As the pair set about renovating, designing, and decorating, they sought to help the house become the best version of itself, in a way that restored, respected, and slightly riffed on what had come before, while also reflecting their own life together. Ross says he spent a lot of time thinking about what the original designers and previous owners “would have done if they were still alive. I didn’t want to allow my own ego to take over and say, ‘I could do this better.’” When they went to build a new deck, for example, they modeled it off the one Gelber had designed, extending it out just barely. And then they continued the redwood decking inside as interior flooring. “No one uses it [for flooring]—it’s very soft, and has huge gaps,” Ross says, “but that’s what the deck was, and we wanted to bring that in.”

Rather than putting in the contemporary kitchen of their dreams, they kept the original maple cabinets but got new linoleum to replace the old. And, since Sea Ranch houses are known for their built-in furniture, they installed some—the living room’s long sofa with modular cushions and an integrated side table—using clear cedar to contrast ever so slightly with the knotty cedar that clads many of the interior walls of the home and most dwellings here. They replaced the original stove (“It would have burnt the whole house down,” Ross says) with a Morso fireplace that looks as if it could have always been there. Ross designed the large, rectangular, locally forged steel surround with the same proportions as the Golden Ratio, a nod to how Mark Rothko, a favorite artist of his, determined the measurements of his canvases. For the hearth tiles, they went to the original Heath Ceramics in Sausalito, just north of San Francisco. “Charles Moore would go visit Edith Heath, and the only tile he’d buy would be seconds,” less-than-perfect product sold at a discount. “So we bought seconds too.”

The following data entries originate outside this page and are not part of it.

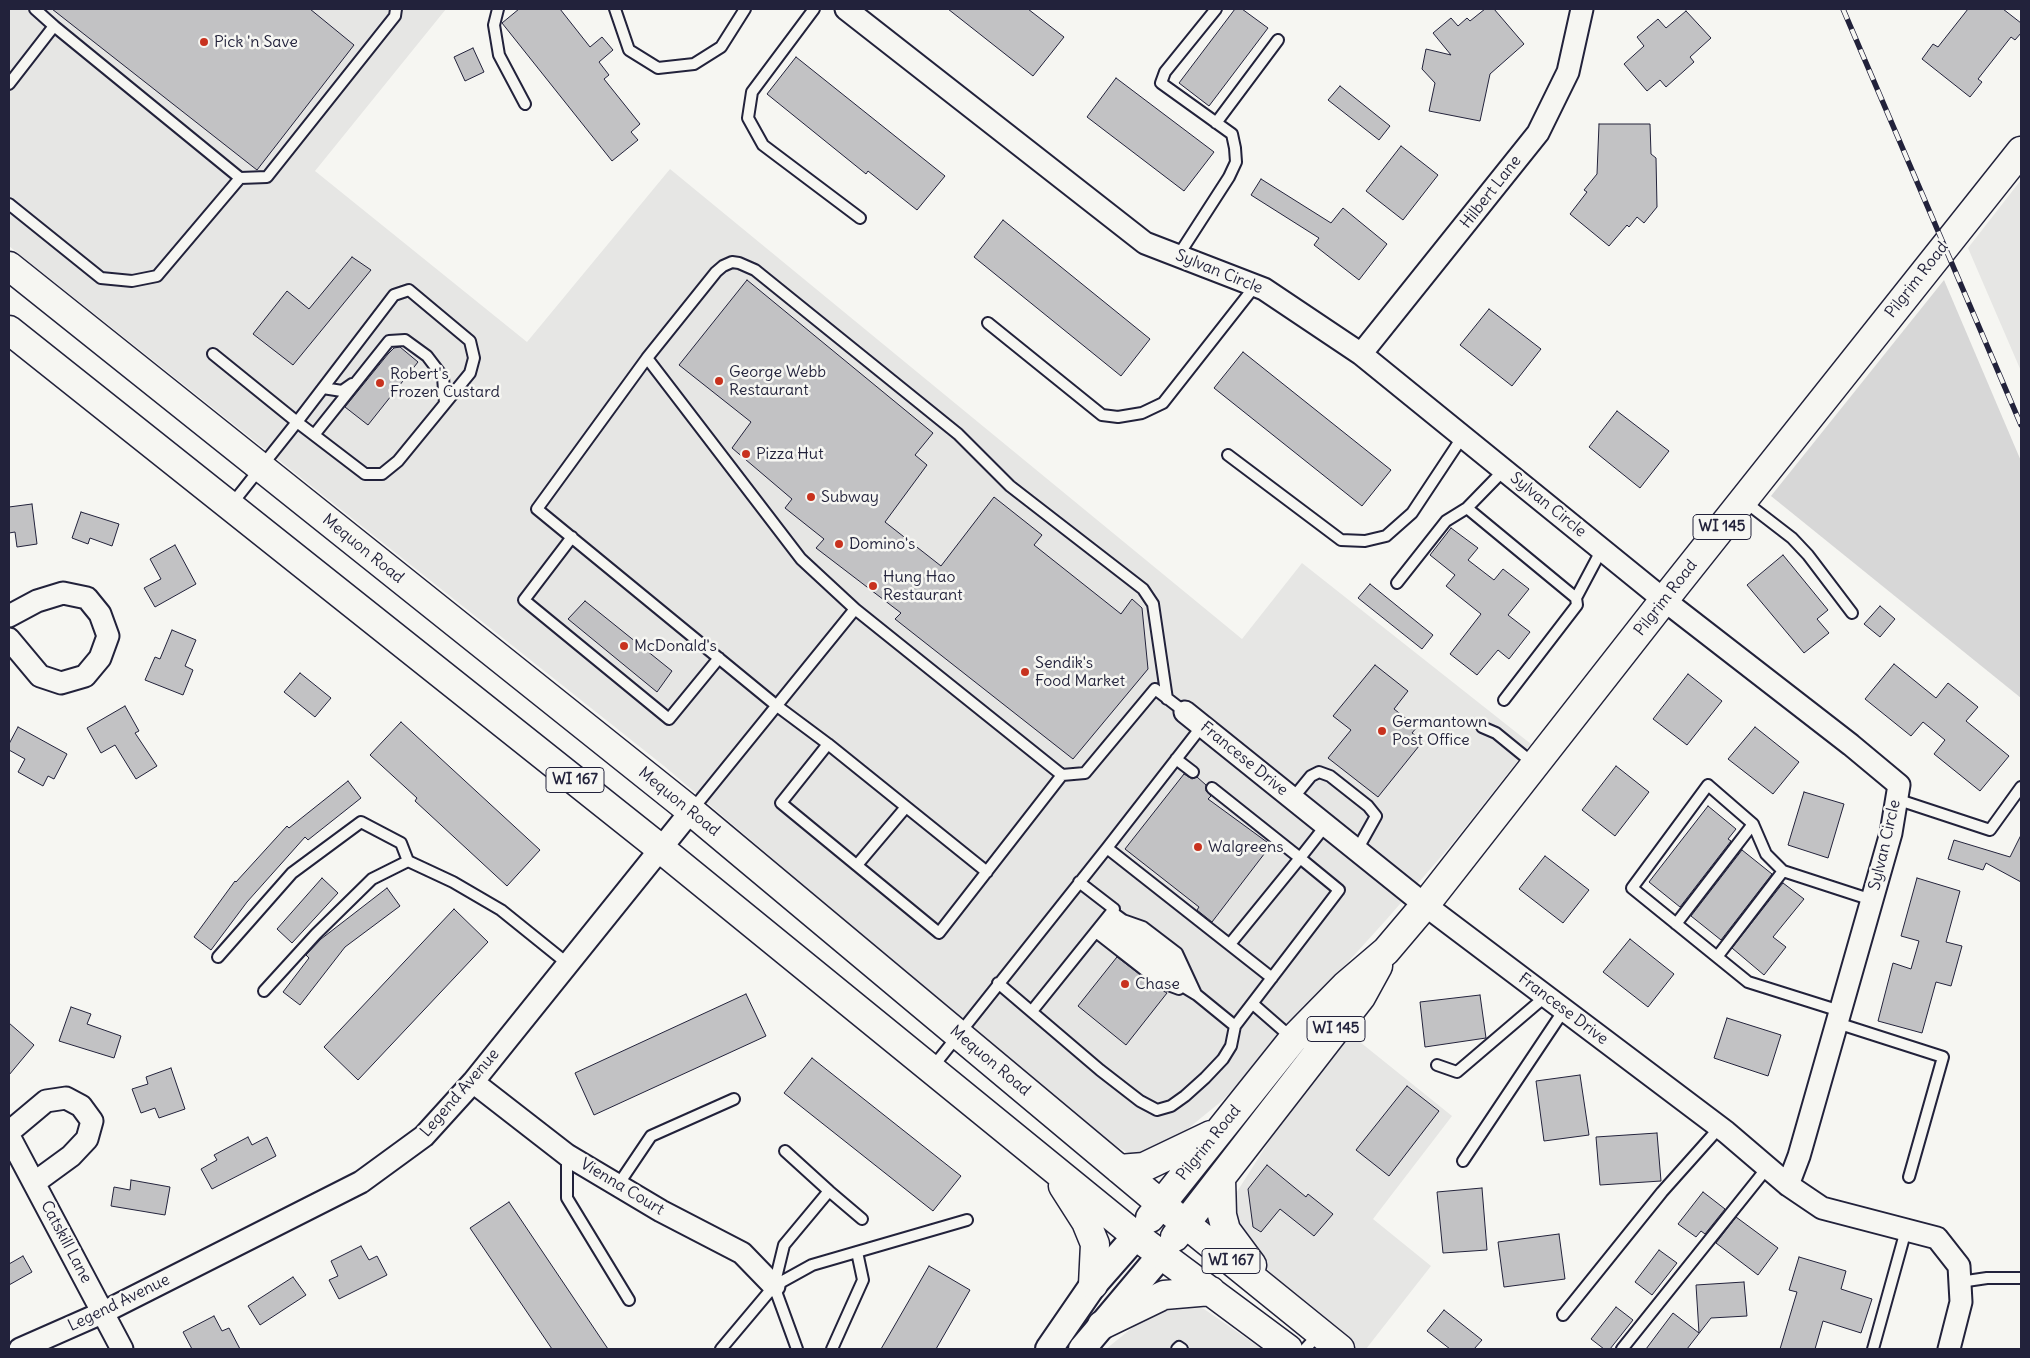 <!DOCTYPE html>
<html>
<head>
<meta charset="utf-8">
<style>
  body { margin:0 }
  #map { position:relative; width:2030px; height:1358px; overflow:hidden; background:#f6f6f2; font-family:Delius,sans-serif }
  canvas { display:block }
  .frame { position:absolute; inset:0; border:10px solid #22223b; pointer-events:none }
</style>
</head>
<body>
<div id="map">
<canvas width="2030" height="1358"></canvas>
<div class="frame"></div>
</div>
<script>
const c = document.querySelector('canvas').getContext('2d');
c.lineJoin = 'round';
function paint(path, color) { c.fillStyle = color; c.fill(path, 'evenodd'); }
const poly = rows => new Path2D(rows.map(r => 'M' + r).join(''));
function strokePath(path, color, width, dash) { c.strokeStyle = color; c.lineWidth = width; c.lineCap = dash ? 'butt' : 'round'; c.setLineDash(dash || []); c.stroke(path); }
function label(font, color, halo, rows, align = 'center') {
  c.font = font + ' Delius,sans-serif'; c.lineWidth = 5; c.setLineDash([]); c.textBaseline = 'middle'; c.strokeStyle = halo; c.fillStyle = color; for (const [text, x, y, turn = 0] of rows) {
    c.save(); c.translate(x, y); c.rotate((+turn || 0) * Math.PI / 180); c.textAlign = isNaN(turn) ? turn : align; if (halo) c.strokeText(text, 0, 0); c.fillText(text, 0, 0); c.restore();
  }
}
paint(poly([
  [9,9,446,9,315,171,527,342,670,169,1242,639,1302,563,1531,744,1452,844,1386,920,1223,1100,1158,1153,1132,1155,1116,1146,1010,1061,664,766,9,246],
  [2021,180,2021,371,1968,248],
  [1350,1034,1452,1116,1373,1219,1431,1266,1366,1349,1354,1349,1314,1317,1266,1268,1234,1227,1233,1198,1294,1102],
  [1180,1301,1204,1309,1262,1349,1106,1349,1153,1311]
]), '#e6e6e4');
paint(poly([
  [1944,280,2021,461,2021,698,1771,496]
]), '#d7d7d7');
const building = poly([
  [52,9,310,9,354,45,257,170,52,9],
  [519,9,560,9,590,47,602,37,613,50,599,62,609,75,604,79,640,124,631,132,638,140,612,161,502,23,519,9],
  [948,9,1028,9,1064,37,1033,76,948,9],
  [1235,9,1242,9,1268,28,1209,106,1179,83,1235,9],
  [1485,9,1494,9,1524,44,1490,74,1480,121,1429,111,1435,83,1422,69,1426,49,1451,55,1433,33,1451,18,1458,26,1467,18,1470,21,1485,9],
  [1968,9,2003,9,2021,23,2021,33,2015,40,2011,37,1978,79,1982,82,1970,97,1922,59,1933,44,1938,47,1968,9],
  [1686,11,1711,38,1690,57,1694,62,1666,87,1660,80,1647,91,1624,64,1644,46,1637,37,1658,19,1666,28,1686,11],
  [473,48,484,72,465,81,454,57,473,48],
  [796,57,945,176,917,210,868,171,866,174,767,94,796,57],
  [1116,78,1214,152,1184,191,1087,117,1116,78],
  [1340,86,1390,126,1379,140,1328,100,1340,86],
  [1599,124,1650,124,1651,154,1656,158,1657,207,1644,223,1637,217,1629,227,1627,225,1609,246,1570,214,1587,192,1584,190,1597,174,1599,124],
  [1401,146,1438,175,1403,220,1366,191,1401,146],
  [1261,179,1331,223,1343,208,1387,244,1359,280,1314,245,1319,238,1251,195,1261,179],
  [1003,220,1150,339,1121,376,974,257,1003,220],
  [352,257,371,270,293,365,253,334,287,291,309,309,352,257],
  [747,280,933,433,915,455,927,465,885,522,941,566,994,497,1042,535,1034,545,1121,614,1132,599,1142,608,1148,669,1073,759,895,619,901,613,816,548,824,539,785,508,792,499,732,448,751,422,679,365,747,280],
  [1489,309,1541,349,1512,386,1460,345,1489,309],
  [400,347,418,362,368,425,345,407,388,354,394,348,400,347],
  [1243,352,1391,470,1362,506,1214,388,1243,352],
  [1617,411,1669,451,1640,488,1589,447,1617,411],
  [32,504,37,544,17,547,15,532,9,533,9,507,32,504],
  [81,512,119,524,112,546,90,538,88,544,72,538,81,512],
  [1451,528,1478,548,1468,560,1494,580,1503,569,1529,589,1508,615,1530,632,1509,659,1498,650,1477,675,1450,654,1481,614,1446,586,1455,575,1430,555,1451,528],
  [175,545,196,584,155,607,144,588,161,579,150,559,175,545],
  [1783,555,1828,610,1817,619,1829,633,1804,653,1747,585,1783,555],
  [1370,584,1433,635,1422,649,1358,598,1370,584],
  [585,601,672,671,657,692,568,619,585,601],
  [1880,606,1895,619,1880,637,1864,624,1880,606],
  [172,630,196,640,185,666,193,670,183,695,145,680,155,657,160,659,172,630],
  [1894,664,1936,698,1948,683,1978,707,1966,721,2009,756,1980,791,1934,754,1945,740,1923,722,1911,736,1865,699,1894,664],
  [1375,665,1408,691,1394,709,1417,727,1412,733,1423,741,1378,797,1328,758,1351,730,1333,716,1375,665],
  [300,673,331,698,315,717,284,692,300,673],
  [1688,674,1722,701,1687,745,1653,719,1688,674],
  [125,706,139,731,135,733,157,766,136,779,115,745,101,753,87,728,125,706],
  [401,722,540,850,507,886,415,801,417,798,370,755,401,722],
  [18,727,67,754,54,779,48,776,43,786,18,772,25,759,9,750,9,744,18,727],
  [1755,727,1799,762,1773,794,1728,759,1755,727],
  [1616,766,1649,792,1615,836,1582,810,1616,766],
  [1184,774,1192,779,1197,777,1206,785,1206,791,1211,796,1208,799,1271,845,1212,922,1197,910,1199,907,1125,849,1184,774],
  [348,781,361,798,308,840,305,837,247,902,211,950,194,937,235,881,236,882,287,826,289,828,348,781],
  [1804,792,1844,804,1828,858,1788,845,1804,792],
  [1708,806,1736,829,1728,839,1731,841,1680,907,1649,882,1708,806],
  [2021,835,2021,882,1986,863,1983,870,1948,859,1954,840,2010,857,2021,835],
  [1742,850,1772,874,1721,940,1691,916,1742,850],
  [1545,856,1589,890,1563,923,1519,889,1545,856],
  [322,878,338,893,292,943,277,929,322,878],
  [1917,878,1960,891,1946,942,1962,946,1951,986,1936,982,1922,1033,1878,1021,1893,963,1911,969,1919,941,1901,936,1917,878],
  [1783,883,1804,899,1773,937,1786,947,1764,975,1732,948,1783,883],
  [387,888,400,906,345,947,300,1005,283,992,309,958,306,955,321,939,387,888],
  [454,909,488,942,358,1080,324,1047,454,909],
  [1630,939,1674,974,1648,1007,1603,972,1630,939],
  [1117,957,1156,987,1167,993,1126,1045,1078,1006,1117,957],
  [746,994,766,1036,594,1115,575,1073,746,994],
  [1480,995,1486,1038,1425,1047,1420,1002,1480,995],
  [71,1007,91,1014,87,1024,121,1036,114,1058,59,1041,71,1007],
  [1727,1018,1781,1035,1768,1076,1714,1058,1727,1018],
  [9,1023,34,1045,9,1075,9,1023],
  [812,1058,961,1176,933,1211,784,1093,812,1058],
  [171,1068,185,1109,159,1118,155,1108,141,1113,132,1089,148,1084,146,1077,171,1068],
  [1580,1075,1589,1135,1544,1141,1536,1081,1580,1075],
  [1407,1086,1439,1111,1389,1176,1356,1150,1407,1086],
  [1657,1133,1661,1181,1600,1185,1596,1137,1657,1133],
  [248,1137,252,1145,267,1137,276,1156,212,1189,201,1169,217,1160,214,1155,248,1137],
  [1267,1165,1306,1197,1308,1194,1333,1214,1314,1236,1280,1209,1261,1232,1253,1227,1248,1189,1267,1165],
  [131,1180,170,1187,165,1215,111,1206,114,1187,130,1190,131,1180],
  [1482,1188,1487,1250,1443,1253,1437,1192,1482,1188],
  [1703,1192,1725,1209,1705,1234,1701,1231,1696,1237,1678,1224,1703,1192],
  [509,1202,608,1349,552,1349,470,1228,509,1202],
  [1736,1217,1778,1248,1758,1275,1716,1243,1736,1217],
  [1559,1234,1565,1279,1504,1287,1498,1242,1559,1234],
  [361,1246,369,1260,377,1256,387,1275,339,1299,329,1280,338,1276,331,1261,361,1246],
  [1659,1250,1677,1263,1652,1295,1635,1282,1659,1250],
  [23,1256,32,1272,9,1285,9,1264,23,1256],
  [1799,1257,1846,1271,1841,1289,1872,1299,1861,1333,1823,1321,1815,1349,1780,1349,1797,1292,1789,1290,1799,1257],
  [929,1266,970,1290,936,1349,881,1349,929,1266],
  [293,1277,306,1295,260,1325,248,1306,293,1277],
  [1744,1282,1747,1316,1711,1318,1687,1349,1646,1349,1673,1313,1699,1333,1696,1285,1744,1282],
  [1616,1307,1633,1320,1610,1349,1604,1349,1591,1339,1616,1307],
  [1444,1310,1482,1340,1474,1349,1450,1349,1427,1331,1444,1310],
  [214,1316,222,1331,229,1328,240,1349,192,1349,183,1332,214,1316]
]);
paint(building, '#c2c2c4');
strokePath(building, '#22223b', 1);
const service = poly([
  [498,9,494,25,499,55,525,104],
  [615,9,629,50,658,68,694,64,721,47,745,9],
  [814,9,752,92,748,118,763,145,860,218],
  [54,26,240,178,267,177,395,16,396,9],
  [9,84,54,26,35,9],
  [1216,123,1278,40],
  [9,204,101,278,132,281,157,276,240,178],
  [1178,256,1229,177,1236,162,1235,148,1232,134,1161,83,1165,72,1216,9],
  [988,323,1102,415,1118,417,1142,413,1163,403,1255,286],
  [213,354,297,422,365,474,382,474,398,461,470,373,474,358,470,341,409,290,394,295,297,422,231,505],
  [647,358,716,272,723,266,732,262,739,263,755,270,958,434,1010,486,1143,589,1153,604,1167,699],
  [323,388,342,391,352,384],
  [314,435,389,341,405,340,427,356,443,377,445,403],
  [1228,455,1341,540,1365,541,1386,536,1412,513,1463,436],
  [1744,501,1792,538,1808,555,1852,613],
  [1467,508,1576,598],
  [572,537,524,600,669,719,719,658],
  [1397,583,1446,521,1467,508,1504,470],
  [855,609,801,559,647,358,537,509,777,706,828,744,987,872],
  [1504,700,1577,605,1576,598,1602,549],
  [1482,727,1496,733,1534,764],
  [1176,759,1193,772],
  [1062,775,1085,773,1155,689,1185,712],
  [1212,788,1300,858,1326,825],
  [1293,798,1311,776,1319,772,1330,776,1368,806,1376,816,1357,850],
  [1896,799,1990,830,2021,787],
  [692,810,855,609,1062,775,939,933,781,803,828,744],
  [1107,848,1272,978],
  [857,865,906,807],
  [1112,912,1123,920,1143,927,1177,953,1196,994],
  [1107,918,1189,983],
  [1676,924,1753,824],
  [1101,925,1164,975,1197,995,1235,1026],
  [1129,925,1182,969],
  [1096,932,1160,982,1179,989],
  [218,957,292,873,361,822,401,843,408,861],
  [1717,957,1783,871],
  [998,983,1100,1070,1140,1101,1157,1110,1171,1106,1185,1096,1205,1078,1223,1059,1231,1046,1235,1026,1339,890,1300,858,1230,944],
  [264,991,316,934,372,879,408,861,453,882,501,910,568,964],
  [1253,1004,1292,1038],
  [1032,1011,1114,909,1079,882],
  [1840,1011,1748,982,1632,888,1708,785,1753,824,1766,854,1783,871,1872,900],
  [1837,1023,1943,1057,1909,1177],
  [1437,1065,1457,1072,1546,996],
  [932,1068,1107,848,1202,726],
  [785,1151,829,1191,784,1245,774,1286,797,1349],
  [567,1156,567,1198,629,1300],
  [1463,1161,1564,1010],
  [618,1185,651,1136,734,1099],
  [829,1191,862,1219],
  [1960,1282,1987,1278,2021,1278],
  [1563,1315,1662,1192,1720,1127],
  [721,1349,774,1286,812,1265,967,1220],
  [832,1349,863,1280,857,1252],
  [1177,1349,1179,1347,1182,1349],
  [1305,1349,1320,1333],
  [1622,1349,1767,1168],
  [1873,1349,1906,1230]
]);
const minor = poly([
  [846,9,1145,243,1264,289,1361,354,1664,600,1851,745,1899,785,1891,833,1799,1156,1788,1185],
  [1361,354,1538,133,1568,72,1582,9],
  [9,616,37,601,63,593,87,598,100,614,108,636,100,658,85,676,61,683,40,676,9,639],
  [1185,712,1425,905,1726,1132,1788,1185,1822,1208,1937,1238,1959,1266,1961,1302,1949,1349],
  [473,1082,567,1155,661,1211,742,1253,774,1286],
  [9,1132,46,1101,66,1098,81,1106,92,1121,87,1139,71,1156,34,1183],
  [9,1136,122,1349],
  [20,1349,104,1312,361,1182,424,1136,473,1082,691,811]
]);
const tertiary = poly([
  [1049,1349,1093,1285,1136,1236],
  [1082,1349,1161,1255]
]);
const primary = poly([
  [9,266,691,811,1161,1204,1340,1349],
  [9,330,661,849,1136,1236,1288,1349],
  [1119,1169,1144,1167,1211,1135],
  [1221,1179,1222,1215,1226,1230,1252,1265],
  [1063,1186,1086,1222,1095,1244,1093,1285],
  [1150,1218,1293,1039,1345,986,1386,951,1425,905,1664,600,2021,151],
  [1175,1237,1361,997,1378,966],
  [1102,1325,1164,1295,1211,1291]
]);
strokePath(service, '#22223b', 14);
strokePath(minor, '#22223b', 25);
strokePath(tertiary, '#22223b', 30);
strokePath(primary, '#22223b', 31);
strokePath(service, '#f6f6f2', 10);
strokePath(minor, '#f6f6f2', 21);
strokePath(tertiary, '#f6f6f2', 26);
strokePath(primary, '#f6f6f2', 28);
const rail = poly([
  [1843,9,2021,425]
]);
strokePath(rail, '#22223b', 5.5);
strokePath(rail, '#f6f6f2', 4, [11]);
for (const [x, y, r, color] of [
  [204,42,5,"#c8321e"],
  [719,381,5,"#c8321e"],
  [380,383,5,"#c8321e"],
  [746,454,5,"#c8321e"],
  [811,497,5,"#c8321e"],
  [839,544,5,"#c8321e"],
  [873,586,5,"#c8321e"],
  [624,646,5,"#c8321e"],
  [1025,672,5,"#c8321e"],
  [1382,731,5,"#c8321e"],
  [1198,847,5,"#c8321e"],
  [1125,984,5,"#c8321e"]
]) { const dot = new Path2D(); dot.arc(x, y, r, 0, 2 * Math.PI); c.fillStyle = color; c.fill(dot); strokePath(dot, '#f6f6f2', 2); }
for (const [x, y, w] of [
  [1722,527,58],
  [575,780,58],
  [1336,1029,58],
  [1231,1261,58]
]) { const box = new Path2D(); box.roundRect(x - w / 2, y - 12.5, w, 25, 4); c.fillStyle = '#f6f6f2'; c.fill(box); strokePath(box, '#22223b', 1); }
label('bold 15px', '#22223b', null, [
  ["WI 145",1722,527],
  ["WI 167",575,780],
  ["WI 145",1336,1029],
  ["WI 167",1231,1261]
]);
label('16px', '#22223b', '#f6f6f2', [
  ["Pick 'n Save",214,42],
  ["George Webb",729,372],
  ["Restaurant",729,390],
  ["Robert's",390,374],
  ["Frozen Custard",390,392],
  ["Pizza Hut",756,454],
  ["Subway",821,497],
  ["Domino's",849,544],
  ["Hung Hao",883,577],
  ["Restaurant",883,595],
  ["McDonald's",634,646],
  ["Sendik's",1035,663],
  ["Food Market",1035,681],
  ["Germantown",1392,722],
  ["Post Office",1392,740],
  ["Walgreens",1208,847],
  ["Chase",1135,984]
], 'left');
label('16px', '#22223b', '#f6f6f2', [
  ["Hilbert Lane",1491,192,-52],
  ["Sylvan Circle",1219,272,22],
  ["Pilgrim Road",1917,280,-52],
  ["Sylvan Circle",1548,505,39],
  ["Mequon Road",363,549,39],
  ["Pilgrim Road",1666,598,-52],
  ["Francese Drive",1244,759,39],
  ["Mequon Road",679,802,39],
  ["Sylvan Circle",1885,845,-77],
  ["Francese Drive",1563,1009,37],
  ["Mequon Road",990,1061,40],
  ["Legend Avenue",460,1093,-49],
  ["Pilgrim Road",1209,1143,-51],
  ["Vienna Court",622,1187,31],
  ["Catskill Lane",66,1242,62],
  ["Legend Avenue",119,1303,-26]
]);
</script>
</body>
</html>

The house is full of little stories like these, known only to the couple—the iconic Enzo Mari kit chairs Ross crafted by hand on sight during the pandemic; the artworks Dutcher made here mid-lockdown using house paint from the local hardware store, Sea Ranch Supply, because that was all that was open; the Olivetti typewriter on the coffee table in the library-like loft that Ross says was one of the first birthday gifts he gave to Dutcher. Which is not to say they agreed on every aesthetic inflection point. “We each have strong ideas about design,” Dutcher says. “But we come together—we have to— to make decisions on what we collect. I’ve always enjoyed that, me an artist, David an architect. He’s more Donald Judd minimalism. I’m more color and texture.”

Where these two tendencies meet, Ross continues, is where their joint aesthetic lives. “It’s a nice conversation to have,” Dutcher concludes.